What to produce: Starting at the line that contains "Quick job: Extract", restate every line word for word through the end of the entries.

(Material provided begins)

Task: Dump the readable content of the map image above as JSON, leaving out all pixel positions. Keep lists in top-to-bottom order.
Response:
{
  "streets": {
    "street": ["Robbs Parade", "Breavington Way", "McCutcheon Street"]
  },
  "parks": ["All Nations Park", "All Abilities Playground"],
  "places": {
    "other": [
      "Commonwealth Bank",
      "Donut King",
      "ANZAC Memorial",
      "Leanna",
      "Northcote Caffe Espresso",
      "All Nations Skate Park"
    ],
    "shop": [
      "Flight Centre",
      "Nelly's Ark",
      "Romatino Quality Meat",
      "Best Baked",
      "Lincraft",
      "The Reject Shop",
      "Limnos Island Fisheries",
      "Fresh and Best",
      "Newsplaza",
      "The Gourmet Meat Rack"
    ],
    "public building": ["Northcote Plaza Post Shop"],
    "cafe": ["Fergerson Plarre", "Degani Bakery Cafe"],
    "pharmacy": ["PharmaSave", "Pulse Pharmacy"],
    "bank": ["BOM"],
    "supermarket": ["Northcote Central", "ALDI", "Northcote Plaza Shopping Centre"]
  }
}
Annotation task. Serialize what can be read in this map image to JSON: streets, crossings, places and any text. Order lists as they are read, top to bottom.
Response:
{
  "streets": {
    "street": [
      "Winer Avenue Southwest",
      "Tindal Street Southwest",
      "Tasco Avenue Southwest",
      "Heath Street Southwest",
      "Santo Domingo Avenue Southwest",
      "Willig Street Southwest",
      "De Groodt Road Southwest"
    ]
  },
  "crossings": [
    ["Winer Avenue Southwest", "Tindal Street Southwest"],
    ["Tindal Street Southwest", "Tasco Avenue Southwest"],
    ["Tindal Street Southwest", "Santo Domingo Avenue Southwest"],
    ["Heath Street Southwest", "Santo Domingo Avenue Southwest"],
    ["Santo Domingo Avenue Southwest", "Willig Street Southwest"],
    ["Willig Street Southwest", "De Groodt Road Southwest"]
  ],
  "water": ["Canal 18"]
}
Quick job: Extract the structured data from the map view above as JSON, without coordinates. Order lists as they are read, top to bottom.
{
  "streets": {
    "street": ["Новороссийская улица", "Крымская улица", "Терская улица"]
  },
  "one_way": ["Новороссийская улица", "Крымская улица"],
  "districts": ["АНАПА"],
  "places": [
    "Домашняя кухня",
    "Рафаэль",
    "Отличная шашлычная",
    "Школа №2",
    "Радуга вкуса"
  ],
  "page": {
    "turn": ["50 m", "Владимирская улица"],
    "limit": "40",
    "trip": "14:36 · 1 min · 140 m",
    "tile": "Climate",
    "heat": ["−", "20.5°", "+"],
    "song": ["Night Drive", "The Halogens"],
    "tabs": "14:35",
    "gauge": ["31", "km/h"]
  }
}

(Material provided ends)

Written answer:
Quick job: Extract the structured data from the map view above as JSON, without coordinates. Order lists as they are read, top to bottom.
{
  "streets": {
    "street": ["Новороссийская улица", "Крымская улица", "Терская улица"]
  },
  "one_way": ["Новороссийская улица", "Крымская улица"],
  "districts": ["АНАПА"],
  "places": [
    "Домашняя кухня",
    "Рафаэль",
    "Отличная шашлычная",
    "Школа №2",
    "Радуга вкуса"
  ],
  "page": {
    "turn": ["50 m", "Владимирская улица"],
    "limit": "40",
    "trip": "14:36 · 1 min · 140 m",
    "tile": "Climate",
    "heat": ["−", "20.5°", "+"],
    "song": ["Night Drive", "The Halogens"],
    "tabs": "14:35",
    "gauge": ["31", "km/h"]
  }
}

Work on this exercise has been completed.